The other day, my phone inexplicably stopped working. I'm with AT&T, have been with them for years, and I thought my coverage area was pretty darn good. I looked at my phone - full bars. Huh?? Why can't I make a call? I thought it must be a glitch, so I turned my phone off, turned it back on, and expected the problem to be resolved. Nope.
Apparently more extreme measures were required. I took the back off of my phone, removed the battery, waited a minute or so, replaced the battery, and waited for my phone to power up and reset. It all ran smoothly. Finally the phone radio turned on, and full bars! I figured I was in business. I dialed a number - to a land line - and my phone just sat there. The screen indicated that my phone was making a call, but dead silence. Then, the call failed. Grrrr!
I tried a phone call to another mobile number, an AT&T number. Nothing. I tried again to call a mobile number on a different carrier. Zip. Was my phone a lemon? I called my own number - direct to voicemail. As much as I didn't want to, I subjected myself to the maze of menus when I called AT&T on my land line.

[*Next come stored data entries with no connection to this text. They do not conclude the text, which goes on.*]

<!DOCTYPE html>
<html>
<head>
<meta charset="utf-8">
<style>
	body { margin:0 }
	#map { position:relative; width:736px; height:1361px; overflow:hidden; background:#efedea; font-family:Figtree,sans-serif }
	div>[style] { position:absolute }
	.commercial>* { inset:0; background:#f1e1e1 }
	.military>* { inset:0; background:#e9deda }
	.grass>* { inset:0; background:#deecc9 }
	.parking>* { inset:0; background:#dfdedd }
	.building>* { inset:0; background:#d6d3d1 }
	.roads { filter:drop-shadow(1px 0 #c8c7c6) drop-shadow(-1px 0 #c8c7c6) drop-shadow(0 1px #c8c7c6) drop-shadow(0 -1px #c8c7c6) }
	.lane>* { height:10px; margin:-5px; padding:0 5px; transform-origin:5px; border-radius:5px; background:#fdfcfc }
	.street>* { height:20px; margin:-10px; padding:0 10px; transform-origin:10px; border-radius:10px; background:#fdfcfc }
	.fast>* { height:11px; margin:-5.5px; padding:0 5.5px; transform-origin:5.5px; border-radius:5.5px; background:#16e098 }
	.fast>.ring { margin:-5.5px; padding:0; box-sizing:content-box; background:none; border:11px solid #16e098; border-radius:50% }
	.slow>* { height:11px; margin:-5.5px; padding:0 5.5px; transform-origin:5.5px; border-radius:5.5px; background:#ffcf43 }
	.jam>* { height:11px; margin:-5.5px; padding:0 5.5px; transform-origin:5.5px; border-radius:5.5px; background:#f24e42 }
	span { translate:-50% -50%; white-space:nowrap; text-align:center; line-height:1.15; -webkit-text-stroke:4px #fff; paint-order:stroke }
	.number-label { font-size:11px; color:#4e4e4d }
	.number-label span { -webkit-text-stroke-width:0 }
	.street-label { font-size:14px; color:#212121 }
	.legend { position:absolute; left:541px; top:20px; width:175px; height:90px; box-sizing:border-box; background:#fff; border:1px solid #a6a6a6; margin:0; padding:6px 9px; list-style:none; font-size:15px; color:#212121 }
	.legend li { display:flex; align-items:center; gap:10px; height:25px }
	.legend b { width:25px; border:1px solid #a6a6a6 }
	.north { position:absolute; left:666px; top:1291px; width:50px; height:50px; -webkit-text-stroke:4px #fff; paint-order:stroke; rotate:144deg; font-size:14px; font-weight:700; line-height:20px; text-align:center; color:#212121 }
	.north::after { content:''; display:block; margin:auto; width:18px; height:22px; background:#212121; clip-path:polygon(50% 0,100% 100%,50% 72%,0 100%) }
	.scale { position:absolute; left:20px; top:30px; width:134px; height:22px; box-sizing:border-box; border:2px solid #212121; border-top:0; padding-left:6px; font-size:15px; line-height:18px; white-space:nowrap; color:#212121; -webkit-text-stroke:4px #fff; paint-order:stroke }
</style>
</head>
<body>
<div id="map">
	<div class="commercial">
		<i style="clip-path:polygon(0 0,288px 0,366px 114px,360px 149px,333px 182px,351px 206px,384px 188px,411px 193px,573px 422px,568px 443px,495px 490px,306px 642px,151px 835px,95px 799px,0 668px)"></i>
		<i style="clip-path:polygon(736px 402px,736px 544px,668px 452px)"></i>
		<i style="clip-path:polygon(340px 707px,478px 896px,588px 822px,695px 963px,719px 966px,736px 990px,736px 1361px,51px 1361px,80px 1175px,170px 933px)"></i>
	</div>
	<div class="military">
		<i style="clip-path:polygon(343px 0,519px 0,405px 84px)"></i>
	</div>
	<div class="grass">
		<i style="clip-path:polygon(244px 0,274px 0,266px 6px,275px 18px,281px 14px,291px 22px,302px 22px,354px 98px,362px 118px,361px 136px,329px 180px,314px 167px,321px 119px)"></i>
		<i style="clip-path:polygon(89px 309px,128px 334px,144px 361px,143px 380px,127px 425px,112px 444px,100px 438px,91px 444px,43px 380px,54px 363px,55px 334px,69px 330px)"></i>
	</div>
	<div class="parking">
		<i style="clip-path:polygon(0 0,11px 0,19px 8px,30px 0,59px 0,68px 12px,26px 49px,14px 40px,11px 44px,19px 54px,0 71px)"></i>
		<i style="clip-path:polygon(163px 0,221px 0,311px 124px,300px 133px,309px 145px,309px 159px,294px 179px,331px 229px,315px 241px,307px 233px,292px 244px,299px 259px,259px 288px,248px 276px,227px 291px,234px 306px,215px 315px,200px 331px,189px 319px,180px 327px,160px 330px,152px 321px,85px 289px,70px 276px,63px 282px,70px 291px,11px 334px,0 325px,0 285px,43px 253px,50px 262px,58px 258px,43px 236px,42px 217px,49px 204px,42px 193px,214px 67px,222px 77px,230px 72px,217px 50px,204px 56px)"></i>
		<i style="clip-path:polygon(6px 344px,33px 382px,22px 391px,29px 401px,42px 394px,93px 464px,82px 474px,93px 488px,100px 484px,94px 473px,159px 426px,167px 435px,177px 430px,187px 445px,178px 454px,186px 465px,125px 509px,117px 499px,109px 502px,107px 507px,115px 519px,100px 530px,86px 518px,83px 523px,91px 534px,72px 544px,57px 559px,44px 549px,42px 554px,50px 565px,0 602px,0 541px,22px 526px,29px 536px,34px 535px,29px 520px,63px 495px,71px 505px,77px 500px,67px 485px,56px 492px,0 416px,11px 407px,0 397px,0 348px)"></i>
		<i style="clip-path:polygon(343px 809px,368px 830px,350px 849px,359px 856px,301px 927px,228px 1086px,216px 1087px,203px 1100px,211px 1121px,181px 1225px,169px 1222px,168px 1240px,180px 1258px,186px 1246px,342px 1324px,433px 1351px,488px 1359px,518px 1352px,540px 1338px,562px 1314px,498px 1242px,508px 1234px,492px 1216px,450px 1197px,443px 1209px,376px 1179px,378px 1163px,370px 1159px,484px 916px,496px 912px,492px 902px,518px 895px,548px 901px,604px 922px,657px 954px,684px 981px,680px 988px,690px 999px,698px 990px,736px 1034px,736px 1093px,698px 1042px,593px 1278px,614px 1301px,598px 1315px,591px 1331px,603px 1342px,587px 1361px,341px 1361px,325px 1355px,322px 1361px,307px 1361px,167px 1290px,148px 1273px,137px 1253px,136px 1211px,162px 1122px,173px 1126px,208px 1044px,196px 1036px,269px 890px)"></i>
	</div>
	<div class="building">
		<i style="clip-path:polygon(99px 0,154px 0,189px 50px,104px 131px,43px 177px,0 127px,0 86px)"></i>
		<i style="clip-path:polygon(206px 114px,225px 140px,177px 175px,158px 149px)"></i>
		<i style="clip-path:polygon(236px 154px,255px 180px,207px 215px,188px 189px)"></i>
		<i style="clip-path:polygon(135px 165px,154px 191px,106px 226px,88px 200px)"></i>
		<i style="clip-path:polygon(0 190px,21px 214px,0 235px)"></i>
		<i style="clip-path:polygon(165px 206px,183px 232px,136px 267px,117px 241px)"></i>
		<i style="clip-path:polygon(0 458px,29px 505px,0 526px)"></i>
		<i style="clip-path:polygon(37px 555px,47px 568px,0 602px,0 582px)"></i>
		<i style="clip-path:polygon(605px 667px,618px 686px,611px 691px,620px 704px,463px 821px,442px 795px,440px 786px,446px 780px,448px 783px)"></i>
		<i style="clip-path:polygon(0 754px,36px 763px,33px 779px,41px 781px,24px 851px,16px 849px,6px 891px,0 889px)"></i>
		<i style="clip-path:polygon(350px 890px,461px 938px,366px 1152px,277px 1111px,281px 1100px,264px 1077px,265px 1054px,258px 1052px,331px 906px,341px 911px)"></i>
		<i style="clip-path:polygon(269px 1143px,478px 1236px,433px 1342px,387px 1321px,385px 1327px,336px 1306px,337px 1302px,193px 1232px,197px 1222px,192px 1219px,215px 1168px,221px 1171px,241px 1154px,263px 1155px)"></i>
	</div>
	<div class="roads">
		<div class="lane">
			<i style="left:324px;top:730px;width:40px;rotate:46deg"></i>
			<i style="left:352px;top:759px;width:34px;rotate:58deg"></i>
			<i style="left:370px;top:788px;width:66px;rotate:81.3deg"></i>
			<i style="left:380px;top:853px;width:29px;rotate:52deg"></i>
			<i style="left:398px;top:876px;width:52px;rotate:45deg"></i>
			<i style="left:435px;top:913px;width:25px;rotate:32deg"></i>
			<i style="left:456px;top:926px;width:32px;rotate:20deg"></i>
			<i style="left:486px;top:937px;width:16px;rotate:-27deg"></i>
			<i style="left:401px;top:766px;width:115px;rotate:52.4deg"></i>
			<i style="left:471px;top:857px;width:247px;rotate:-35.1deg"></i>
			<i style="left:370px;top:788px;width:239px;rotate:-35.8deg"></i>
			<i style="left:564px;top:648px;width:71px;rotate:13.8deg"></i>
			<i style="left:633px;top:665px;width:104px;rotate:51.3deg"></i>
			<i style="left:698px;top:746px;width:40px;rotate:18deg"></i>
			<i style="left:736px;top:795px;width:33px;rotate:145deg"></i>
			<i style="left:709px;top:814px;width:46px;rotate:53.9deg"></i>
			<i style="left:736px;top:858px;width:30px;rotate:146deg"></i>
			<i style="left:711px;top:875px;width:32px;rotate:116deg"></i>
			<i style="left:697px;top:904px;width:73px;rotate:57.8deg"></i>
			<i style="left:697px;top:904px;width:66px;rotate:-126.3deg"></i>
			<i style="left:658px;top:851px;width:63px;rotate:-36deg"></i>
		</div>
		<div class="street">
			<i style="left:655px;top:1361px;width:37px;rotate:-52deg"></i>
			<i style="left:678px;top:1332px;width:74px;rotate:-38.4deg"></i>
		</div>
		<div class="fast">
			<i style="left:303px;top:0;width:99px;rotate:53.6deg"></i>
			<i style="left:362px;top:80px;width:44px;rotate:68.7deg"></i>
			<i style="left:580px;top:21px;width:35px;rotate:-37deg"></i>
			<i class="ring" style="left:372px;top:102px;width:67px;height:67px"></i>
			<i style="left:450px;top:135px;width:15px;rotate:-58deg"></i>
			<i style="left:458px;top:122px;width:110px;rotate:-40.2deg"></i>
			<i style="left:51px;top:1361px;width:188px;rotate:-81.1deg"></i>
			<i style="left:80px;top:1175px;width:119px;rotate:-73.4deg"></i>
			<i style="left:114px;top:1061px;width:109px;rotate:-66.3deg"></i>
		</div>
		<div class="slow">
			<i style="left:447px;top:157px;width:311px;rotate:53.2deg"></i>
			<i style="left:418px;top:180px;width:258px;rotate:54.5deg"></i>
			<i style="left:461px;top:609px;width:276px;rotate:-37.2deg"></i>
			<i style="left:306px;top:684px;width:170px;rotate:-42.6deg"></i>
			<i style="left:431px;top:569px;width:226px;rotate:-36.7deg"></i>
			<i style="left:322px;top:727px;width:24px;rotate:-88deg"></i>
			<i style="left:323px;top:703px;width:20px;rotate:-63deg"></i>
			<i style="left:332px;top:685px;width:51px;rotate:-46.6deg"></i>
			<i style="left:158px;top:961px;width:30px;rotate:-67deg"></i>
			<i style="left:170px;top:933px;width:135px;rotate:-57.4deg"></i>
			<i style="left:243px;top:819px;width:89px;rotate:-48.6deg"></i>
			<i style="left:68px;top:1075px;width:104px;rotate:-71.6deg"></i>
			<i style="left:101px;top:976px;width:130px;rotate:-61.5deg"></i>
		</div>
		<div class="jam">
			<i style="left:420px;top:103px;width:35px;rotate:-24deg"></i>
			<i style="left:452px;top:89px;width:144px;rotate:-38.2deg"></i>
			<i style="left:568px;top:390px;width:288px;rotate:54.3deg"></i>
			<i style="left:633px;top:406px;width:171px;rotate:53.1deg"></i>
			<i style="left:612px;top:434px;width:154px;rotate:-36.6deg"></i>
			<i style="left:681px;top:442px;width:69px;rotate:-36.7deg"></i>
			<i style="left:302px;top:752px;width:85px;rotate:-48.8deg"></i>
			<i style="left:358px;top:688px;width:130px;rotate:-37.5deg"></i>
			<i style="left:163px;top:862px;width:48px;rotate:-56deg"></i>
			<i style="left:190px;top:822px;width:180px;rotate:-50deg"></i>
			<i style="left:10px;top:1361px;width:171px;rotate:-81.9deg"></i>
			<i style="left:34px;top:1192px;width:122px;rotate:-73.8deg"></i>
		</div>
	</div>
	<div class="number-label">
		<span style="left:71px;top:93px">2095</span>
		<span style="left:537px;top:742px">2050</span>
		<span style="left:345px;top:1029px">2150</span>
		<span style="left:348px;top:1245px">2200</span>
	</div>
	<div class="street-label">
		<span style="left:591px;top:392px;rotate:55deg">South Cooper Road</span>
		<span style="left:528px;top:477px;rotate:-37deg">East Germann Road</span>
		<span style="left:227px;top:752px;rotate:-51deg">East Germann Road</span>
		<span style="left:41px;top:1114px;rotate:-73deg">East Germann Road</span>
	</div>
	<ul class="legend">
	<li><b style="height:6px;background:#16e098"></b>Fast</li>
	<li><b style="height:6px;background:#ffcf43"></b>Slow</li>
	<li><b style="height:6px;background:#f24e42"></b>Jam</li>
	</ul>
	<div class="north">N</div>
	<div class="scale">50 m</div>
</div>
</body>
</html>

After several minutes, I finally got a real, live, flesh-and-blood person on the phone. I explained my problem, shared my frustration, and begged for resolution. They checked for any outages or problems in my area - none. Then they asked me if I did a true power-down. I thought about that. A "true" power-down? Was the other one I did a fake one?
The AT&T representative kindly explained that a true power-down required removing the battery AND the SIM card. Really? That makes a difference? I followed his instructions. I removed the battery. I removed the SIM card. I waited a minute. I put the SIM card back in. I put the battery in, then waited for the phone to power up. Then appeared full bars, just like before. Feeling hopeful (even though nothing LOOKED different), I placed a call. Ring! Problem solved.
Hopefully this real-life experience will help you next time your Treo doesn't work when it should. Do a true power-down by removing the battery and SIM card. It's a good idea to do this on a regular basis anyway - maybe every couple weeks or so. If you do, it just might save you a call to AT&T and time wasted in an automated menu maze.